Storage Architecture
Two-Tier Validator Storage + API Database
Frontier Chain uses different storage systems for validators (consensus) versus the API server (queries):
Validator Storage (Two-Tier)
Validators use a two-tier storage system optimized for consensus performance:
Order Execution (Validators)
│
▼
┌─────────────┐
│ TIER 1 │ ← Memory Cache (Hot Storage)
│ Memory │ • Immediate commits (0.83ms)
│ │ • 100 blocks retention (~10 seconds)
│ │ • 500MB maximum capacity
│ │ • O(1) HashMap lookups
└─────┬───────┘
│
│ Async Persistence (Non-blocking)
▼
┌─────────────┐
│ TIER 2 │ ← RocksDB (Block Storage)
│ RocksDB │ • Persistent block history
│ │ • Background async writes
│ │ • 820K ops/sec throughput
│ │ • Full chain history
└─────────────┘API Server Storage (Optional)

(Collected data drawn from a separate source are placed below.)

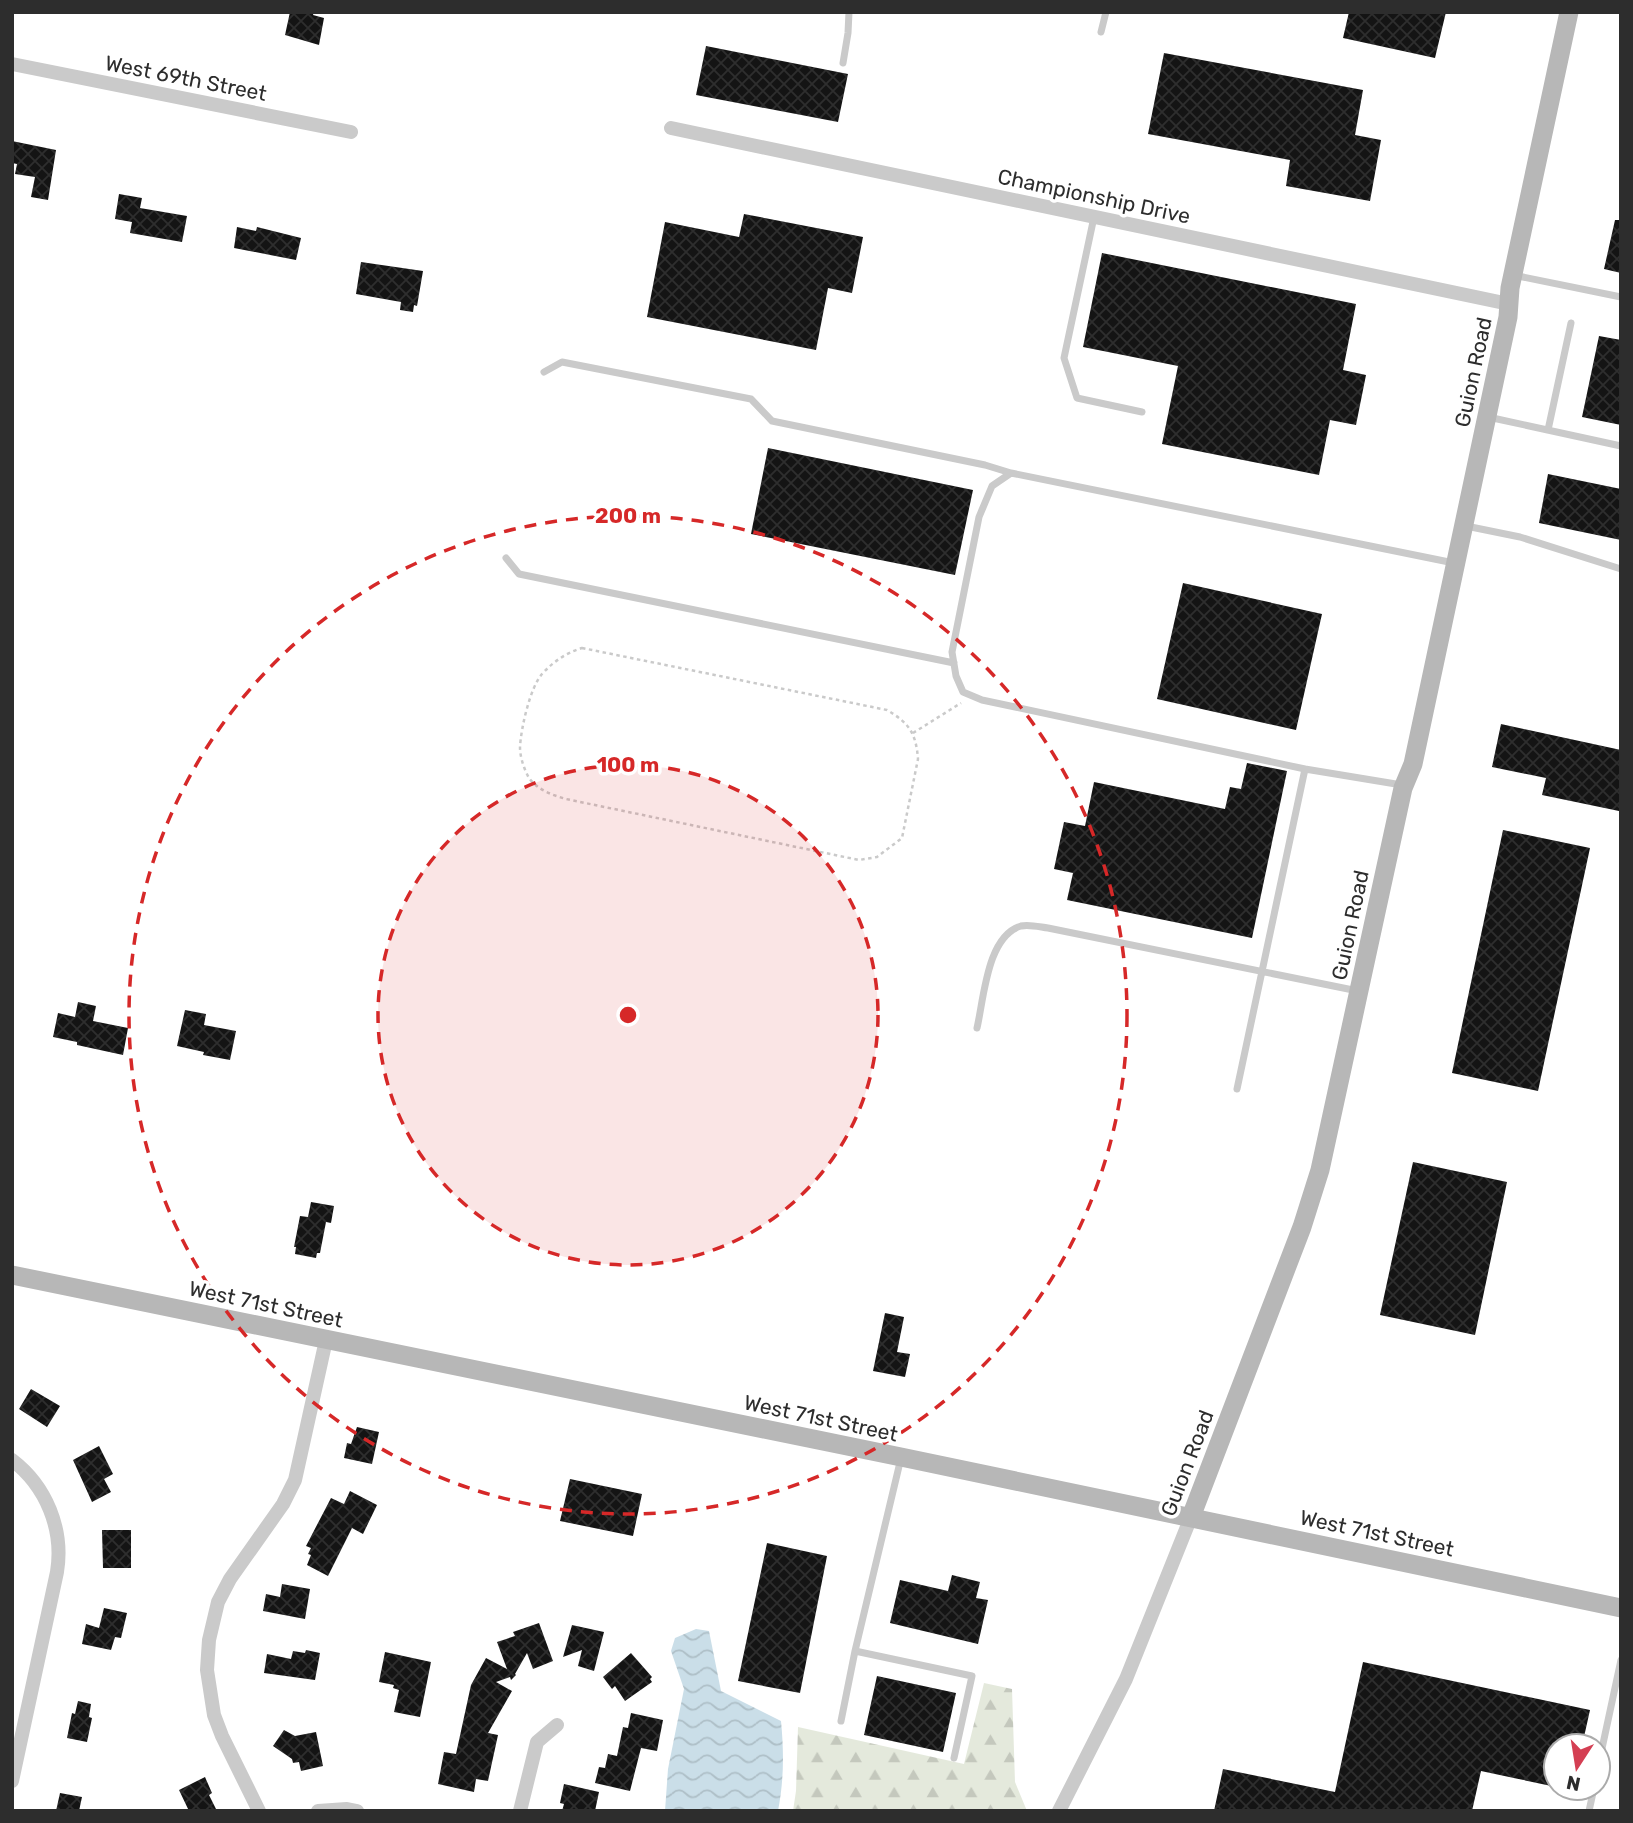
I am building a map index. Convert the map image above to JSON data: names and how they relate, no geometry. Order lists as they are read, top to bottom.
{
  "streets": {
    "main road": ["Guion Road", "West 71st Street"],
    "street": ["West 69th Street", "Championship Drive"]
  },
  "crossings": [
    ["Championship Drive", "Guion Road"],
    ["Guion Road", "West 71st Street"]
  ],
  "north": "bottom",
  "rings": ["200 m", "100 m"]
}
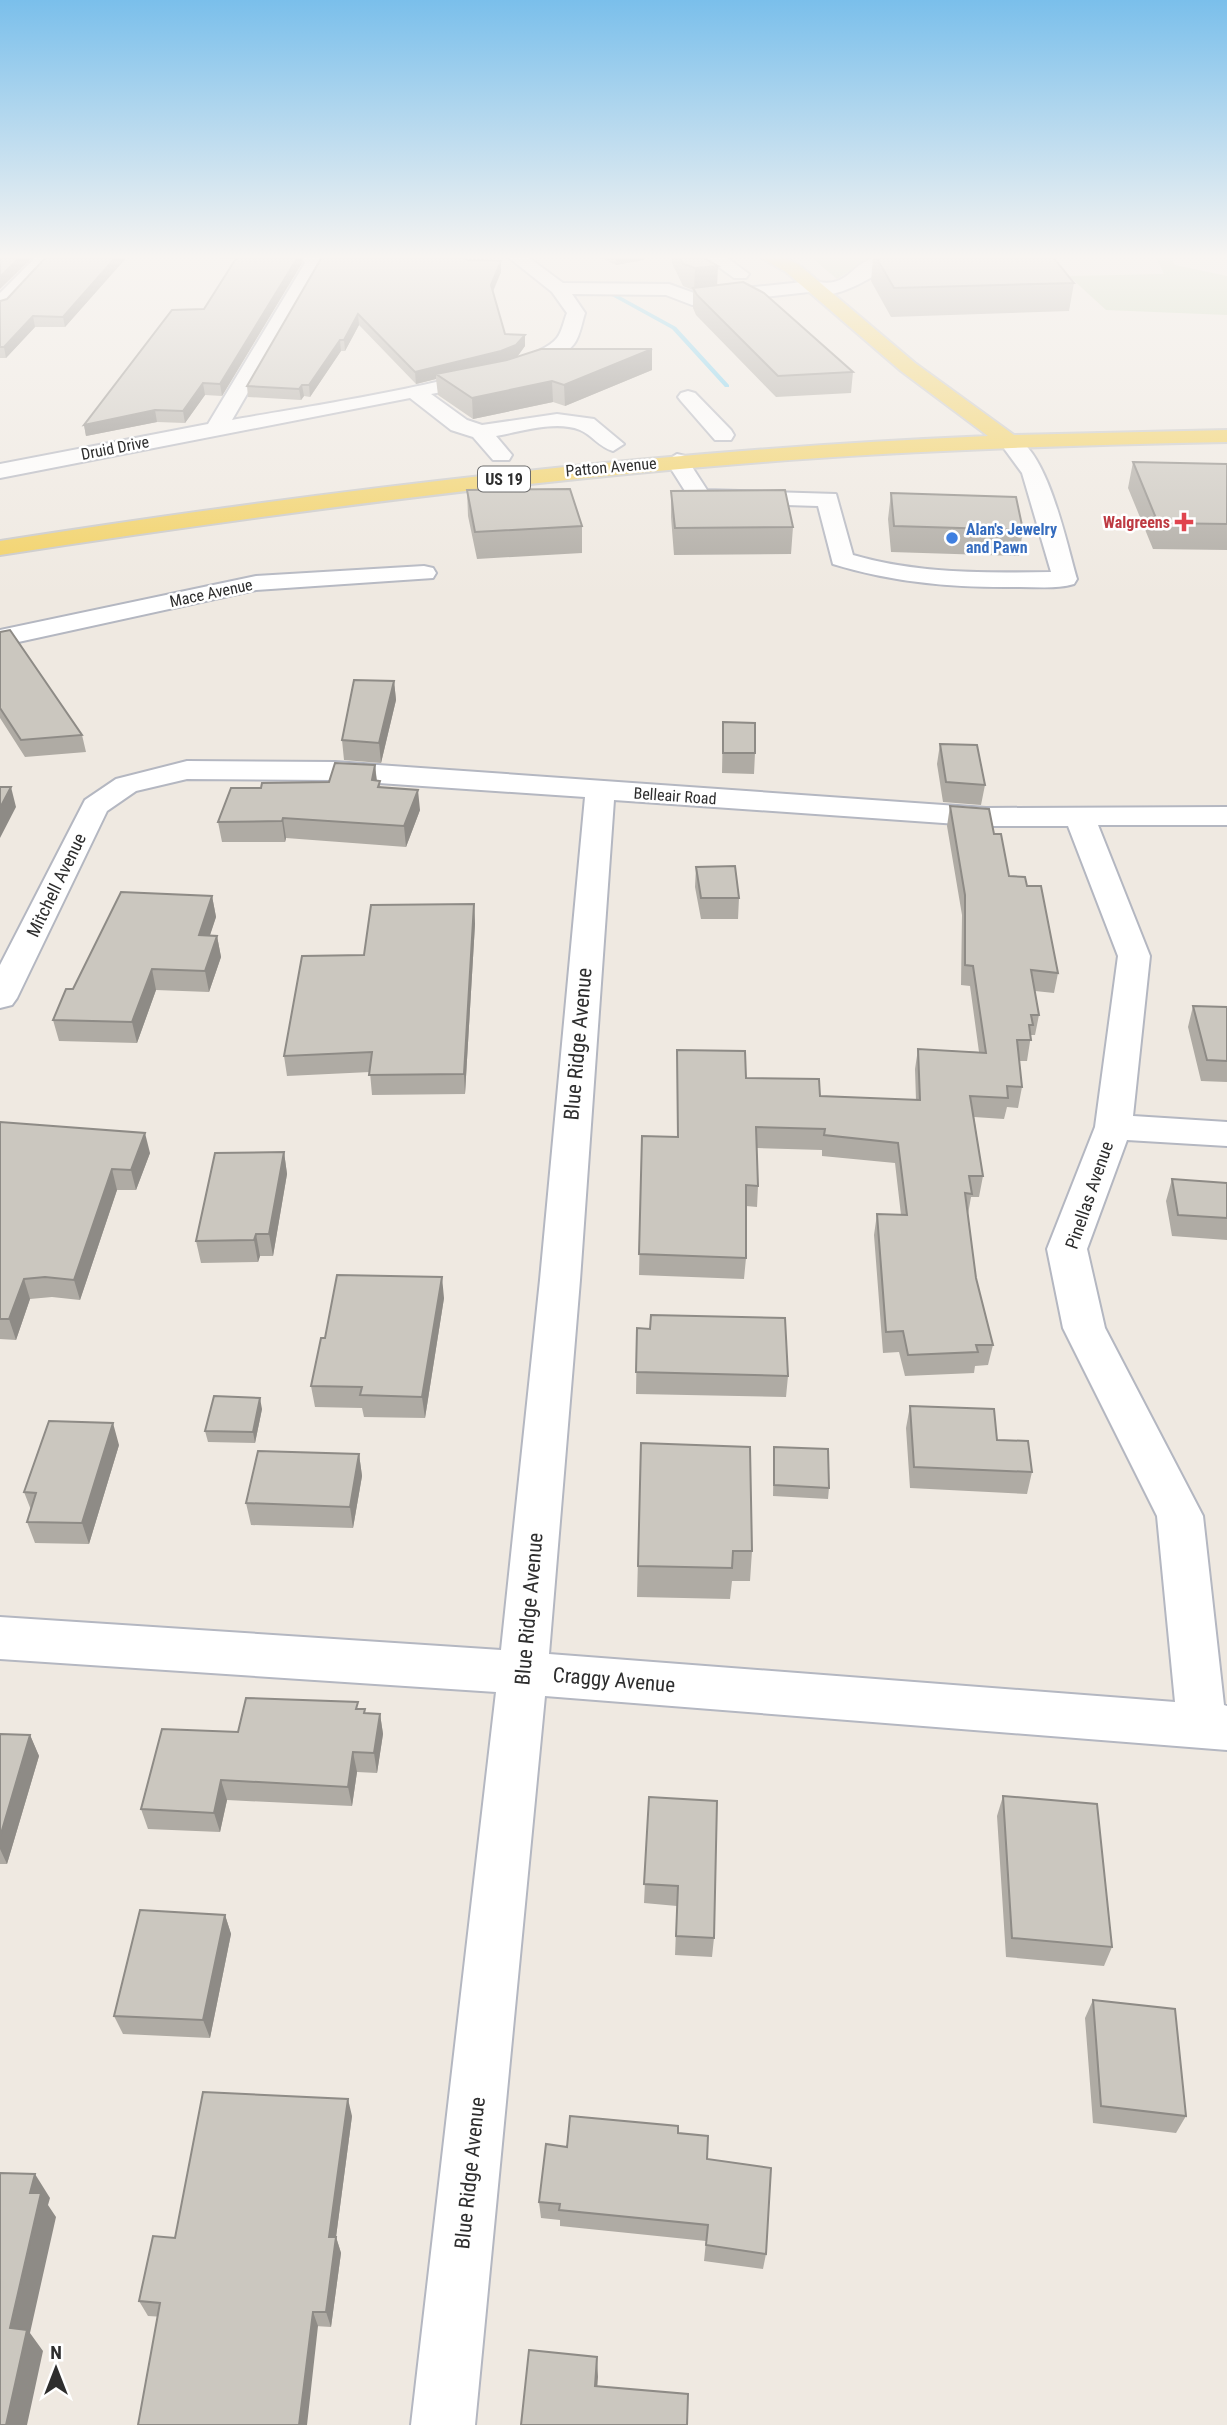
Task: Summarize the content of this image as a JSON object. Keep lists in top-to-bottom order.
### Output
{
  "streets": {
    "main road": ["Patton Avenue", "US 19"],
    "street": [
      "Druid Drive",
      "Mace Avenue",
      "Belleair Road",
      "Mitchell Avenue",
      "Blue Ridge Avenue",
      "Pinellas Avenue",
      "Craggy Avenue"
    ]
  },
  "crossings": [
    ["Belleair Road", "Mitchell Avenue"],
    ["Belleair Road", "Blue Ridge Avenue"],
    ["Belleair Road", "Pinellas Avenue"],
    ["Blue Ridge Avenue", "Craggy Avenue"],
    ["Pinellas Avenue", "Craggy Avenue"]
  ],
  "places": {
    "health": ["Walgreens"],
    "other": ["Alan's Jewelry and Pawn"]
  },
  "north": "top"
}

Separately, the API server maintains PostgreSQL for queryable data:
Design Principle: Validators use memory+disk for fast consensus. API server separately maintains queryable database for client applications.
Tier 1: Memory Cache (Hot Storage)
Purpose
Provide immediate commits for consensus without I/O blocking, keeping the most recent blocks in memory for instant access.
Configuration
Memory-first storage is configured with the following parameters:
Hot Retention: 100 blocks (~10 seconds of history) kept in memory
Maximum Memory: 500MB total capacity for hot storage
Backpressure Threshold: 400MB triggers slowdown mechanisms
Emergency Threshold: 450MB triggers aggressive eviction
Persistence Batch Size: 1000 operations written to disk per batch
Data Structures
The memory layer maintains several in-memory maps for fast access:
Block Data:
Hot Blocks: Maps block height to complete block execution data
Hot Orders: Maps order hash to full signed order details
Block Index: Maps block height to list of order hashes in that block
Full Blocks: Complete HotStuff blocks for API synchronization
Tracking Metrics:
Memory Usage: Current and peak memory consumption
Eviction Count: Number of emergency evictions triggered
Height Tracking: Current blockchain height and oldest block retained
Commit Performance
Measured Latency:
Average: 0.83ms for typical block (1,000 operations)
Memory Management
Frontier Chain employs a multi-stage memory management strategy:
Normal Mode (< 400MB)
When memory usage is below 400MB, the system operates at full speed:
Block Commit Process:
Store new block in hot cache (memory maps)
Update block index with order hash list
Track memory usage for the new data
Check retention limit - if beyond 100 blocks, evict oldest block
Send block to async persistence worker (non-blocking)
Performance: Sub-millisecond commits, zero I/O blocking
Backpressure Mode (400-450MB)
When memory usage exceeds 400MB, the system introduces controlled delays:
Adaptive Slowdown:
Normal mode (<400MB): Full speed consensus (0ms delay)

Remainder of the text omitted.